BEGIN

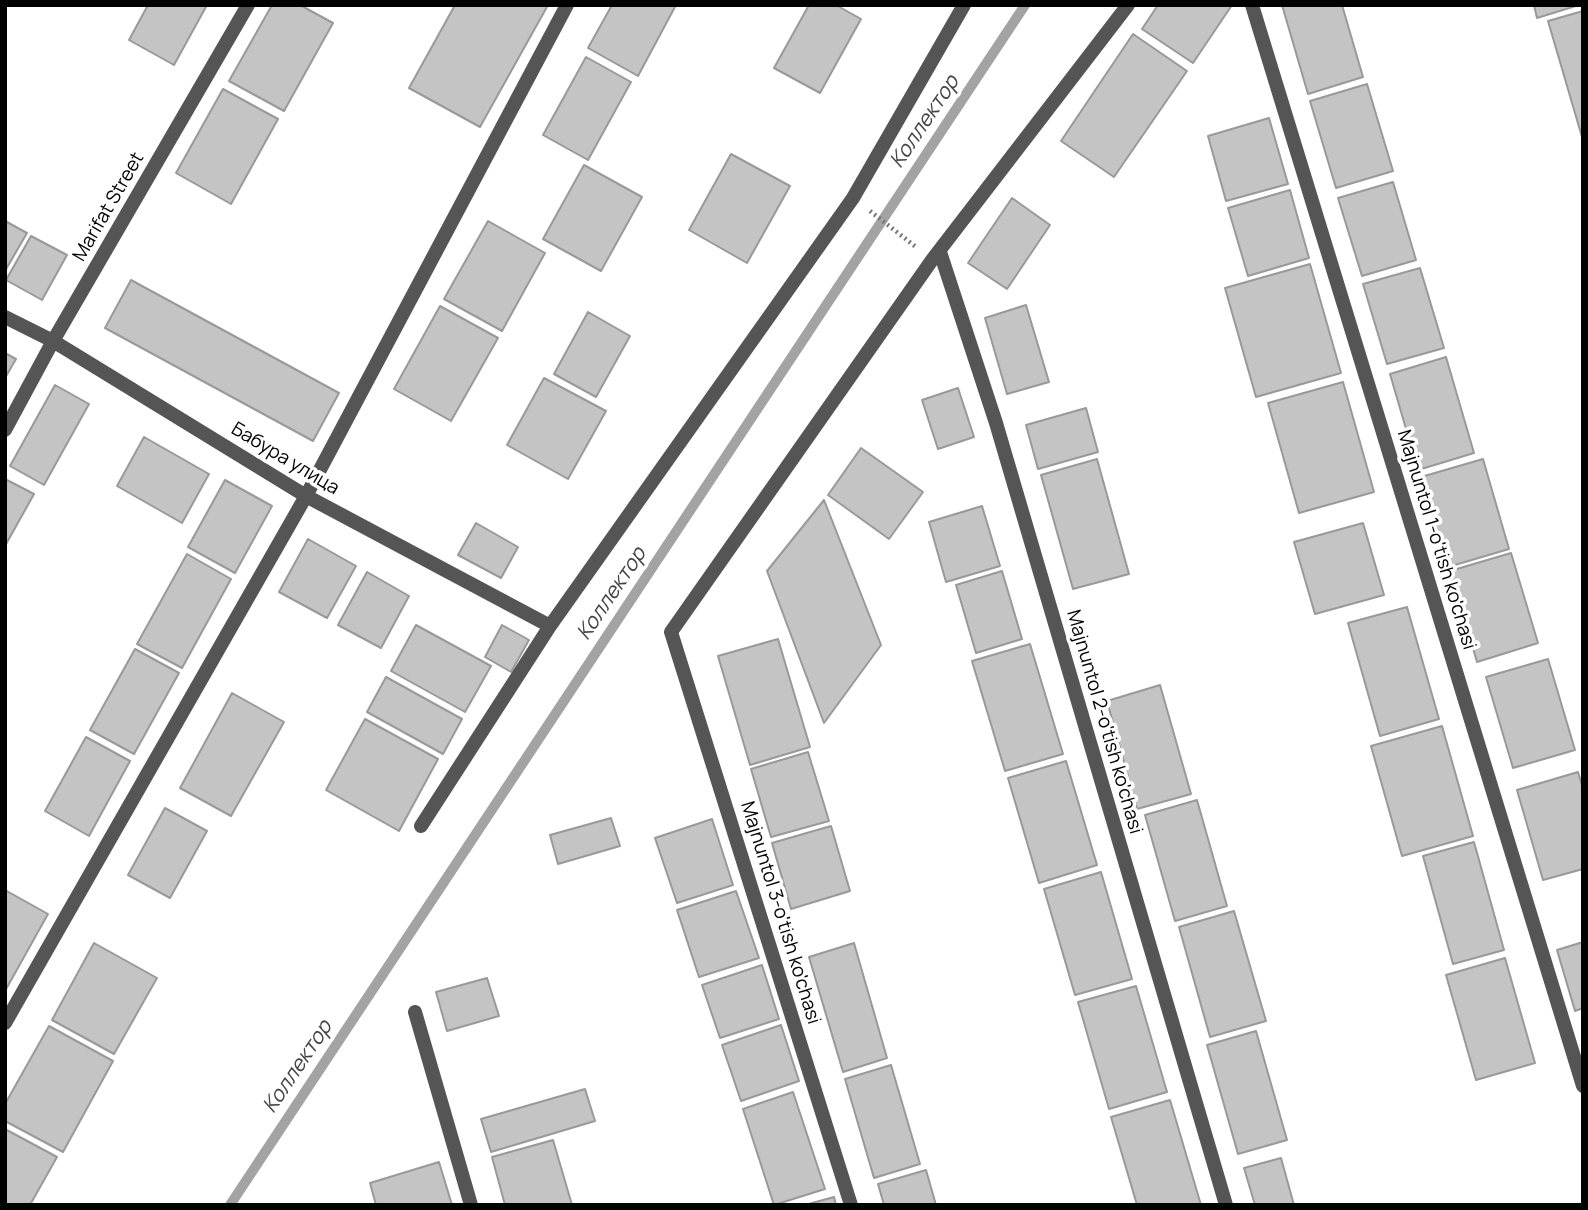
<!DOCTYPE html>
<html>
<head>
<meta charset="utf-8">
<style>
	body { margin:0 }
	#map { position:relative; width:1588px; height:1210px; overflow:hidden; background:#fff; font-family:Manrope,sans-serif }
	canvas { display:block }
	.frame { position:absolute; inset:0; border:7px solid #000; pointer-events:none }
</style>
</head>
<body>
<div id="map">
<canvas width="1588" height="1210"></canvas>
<div class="frame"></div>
</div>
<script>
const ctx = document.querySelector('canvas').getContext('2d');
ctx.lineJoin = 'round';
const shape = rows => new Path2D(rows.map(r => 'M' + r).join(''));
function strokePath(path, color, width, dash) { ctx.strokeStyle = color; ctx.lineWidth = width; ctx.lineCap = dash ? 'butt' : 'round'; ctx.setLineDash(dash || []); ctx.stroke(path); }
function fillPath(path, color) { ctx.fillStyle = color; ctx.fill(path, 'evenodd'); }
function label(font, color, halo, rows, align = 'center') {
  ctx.font = font + ' Manrope,sans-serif'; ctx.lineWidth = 7; ctx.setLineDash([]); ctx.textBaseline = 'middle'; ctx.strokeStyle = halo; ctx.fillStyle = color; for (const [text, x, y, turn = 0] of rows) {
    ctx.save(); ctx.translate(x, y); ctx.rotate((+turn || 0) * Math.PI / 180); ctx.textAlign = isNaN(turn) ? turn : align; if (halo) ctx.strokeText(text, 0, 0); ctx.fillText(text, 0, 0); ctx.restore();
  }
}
strokePath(shape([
	[230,1205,1025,5]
]), '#a3a3a3', 10);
const building = shape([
	[148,5,207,5,174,65,129,40,148,5],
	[272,5,300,5,333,23,284,111,229,81,272,5],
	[455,5,548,5,480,127,409,88,455,5],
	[612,5,676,5,638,76,588,48,612,5],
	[809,5,836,5,861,19,820,93,774,68,809,5],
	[1158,5,1232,5,1193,63,1142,29,1158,5],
	[1282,5,1342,5,1363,77,1308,94,1282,5],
	[1534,5,1579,5,1537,18,1534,5],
	[1583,11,1583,137,1582,137,1548,21,1583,11],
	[1133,34,1187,71,1114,177,1061,141,1133,34],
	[586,57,631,82,588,160,543,135,586,57],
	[1367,84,1393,171,1336,188,1310,101,1367,84],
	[223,89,278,119,231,204,176,173,223,89],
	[1269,118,1288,184,1226,201,1208,136,1269,118],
	[731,154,790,186,747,263,689,230,731,154],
	[584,165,642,197,601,271,543,239,584,165],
	[1393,182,1416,260,1362,276,1338,198,1393,182],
	[1290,190,1309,258,1248,276,1228,208,1290,190],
	[1012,198,1050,225,1007,289,968,263,1012,198],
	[5,221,27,233,5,271,5,221],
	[488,221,545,253,502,331,444,299,488,221],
	[31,236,67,255,42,300,6,280,31,236],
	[1310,264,1341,373,1256,397,1225,288,1310,264],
	[1420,268,1444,348,1387,364,1363,284,1420,268],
	[131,280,339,393,313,441,105,328,131,280],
	[1026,305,1049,382,1007,394,985,318,1026,305],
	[440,306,498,338,451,421,394,389,440,306],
	[588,312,630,336,596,397,554,374,588,312],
	[5,353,16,359,5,378,5,353],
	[1446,357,1474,453,1418,470,1390,374,1446,357],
	[544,378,606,411,568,479,507,445,544,378],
	[1343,382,1374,492,1299,513,1268,403,1343,382],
	[55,385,89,404,44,485,10,466,55,385],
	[958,388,974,437,938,449,922,400,958,388],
	[1086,408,1098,452,1038,469,1026,425,1086,408],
	[144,437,209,474,182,523,117,486,144,437],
	[861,448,923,492,889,539,828,495,861,448],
	[1097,459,1129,574,1073,589,1041,475,1097,459],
	[1483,459,1509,549,1448,567,1421,477,1483,459],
	[5,479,34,494,5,546,5,479],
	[225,480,272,506,235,573,188,547,225,480],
	[824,500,881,645,824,723,767,571,824,500],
	[982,506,1000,566,946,582,929,522,982,506],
	[476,523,518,547,501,578,458,555,476,523],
	[1363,523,1384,595,1315,614,1294,542,1363,523],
	[308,539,356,566,327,618,279,592,308,539],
	[1511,553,1538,643,1477,662,1450,571,1511,553],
	[187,554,231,579,182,668,137,644,187,554],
	[1002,571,1022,639,976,653,956,585,1002,571],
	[367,572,409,596,381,648,338,625,367,572],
	[1407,607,1439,719,1380,736,1348,623,1407,607],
	[416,625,491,666,465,712,391,671,416,625],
	[502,625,529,640,511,672,485,657,502,625],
	[778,639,810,747,750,765,718,656,778,639],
	[1030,644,1063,754,1005,771,972,661,1030,644],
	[135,649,179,673,134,754,90,730,135,649],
	[1548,659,1575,750,1513,768,1486,677,1548,659],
	[386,677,462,719,443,754,367,712,386,677],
	[1160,685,1191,794,1137,809,1107,701,1160,685],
	[232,693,284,722,231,816,180,788,232,693],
	[365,719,438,759,399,831,326,790,365,719],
	[1442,726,1473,836,1402,856,1371,746,1442,726],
	[86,737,130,761,89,836,45,811,86,737],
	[808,752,829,821,771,837,751,769,808,752],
	[1066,761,1097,865,1039,883,1008,778,1066,761],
	[1578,772,1583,789,1583,869,1543,880,1517,790,1578,772],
	[1197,800,1227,906,1175,921,1145,815,1197,800],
	[165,808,207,831,170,898,128,875,165,808],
	[611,818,620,846,558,864,550,835,611,818],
	[712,819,733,885,677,903,655,838,712,819],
	[831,826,850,891,791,909,772,843,831,826],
	[1474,842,1504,950,1453,964,1423,856,1474,842],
	[1101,872,1132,979,1075,995,1044,889,1101,872],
	[5,890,48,914,5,991,5,890],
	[736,891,759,958,699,977,677,910,736,891],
	[1234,911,1266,1021,1210,1037,1179,927,1234,911],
	[1583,942,1583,1008,1575,1011,1557,950,1583,942],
	[94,943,157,978,114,1054,52,1020,94,943],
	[854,943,887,1058,843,1072,809,957,854,943],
	[1505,958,1535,1063,1476,1080,1446,975,1505,958],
	[762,965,779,1019,720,1038,702,985,762,965],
	[487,978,499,1016,447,1031,436,992,487,978],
	[1136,986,1167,1092,1109,1109,1078,1002,1136,986],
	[781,1025,799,1081,741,1101,722,1045,781,1025],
	[49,1026,113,1061,63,1152,5,1121,5,1104,49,1026],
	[1256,1031,1287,1140,1238,1154,1207,1045,1256,1031],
	[891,1065,920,1164,874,1178,845,1079,891,1065],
	[585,1089,595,1121,491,1152,481,1119,585,1089],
	[793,1092,825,1189,774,1205,743,1109,793,1092],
	[1170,1100,1201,1205,1137,1205,1111,1117,1170,1100],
	[5,1129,57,1157,30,1205,5,1205,5,1129],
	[553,1140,572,1205,505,1205,492,1157,553,1140],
	[1281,1158,1294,1205,1255,1205,1244,1168,1281,1158],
	[439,1162,452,1205,376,1205,370,1183,439,1162],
	[926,1170,936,1205,884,1205,878,1184,926,1170],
	[834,1197,836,1205,805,1205,834,1197]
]);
fillPath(building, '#c4c4c4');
strokePath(building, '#999', 2);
strokePath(shape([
	[870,211,916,247]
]), '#777', 4.5, [2, 3.5]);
strokePath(shape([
	[1252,5,1583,1086],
	[940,252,996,423,1226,1205],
	[5,317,53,341,306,496,550,626],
	[5,430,53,341,248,5],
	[421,826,550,626,853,198,964,5],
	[415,1012,471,1205],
	[5,1023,306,496,567,5],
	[851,1205,671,632,932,260,1128,5]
]), '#555', 14);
label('19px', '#000', '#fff', [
	["Marifat Street",109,207,-60],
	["Бабура улица",285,459,31],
	["Majnuntol 1-o'tish ko'chasi",1436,540,73],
	["Majnuntol 2-o'tish ko'chasi",1104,722,74],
	["Majnuntol 3-o'tish ko'chasi",780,913,73]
]);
label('italic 21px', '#444', '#fff', [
	["Коллектор",925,122,-56],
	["Коллектор",612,594,-56],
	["Коллектор",298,1067,-56]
]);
</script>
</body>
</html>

END

→ WORK ITEM: Look through the entries, and return every line that the word "fillStyle" appears in.

→ ANSWER SPACE:
function fillPath(path, color) { ctx.fillStyle = color; ctx.fill(path, 'evenodd'); }
  ctx.font = font + ' Manrope,sans-serif'; ctx.lineWidth = 7; ctx.setLineDash([]); ctx.textBaseline = 'middle'; ctx.strokeStyle = halo; ctx.fillStyle = color; for (const [text, x, y, turn = 0] of rows) {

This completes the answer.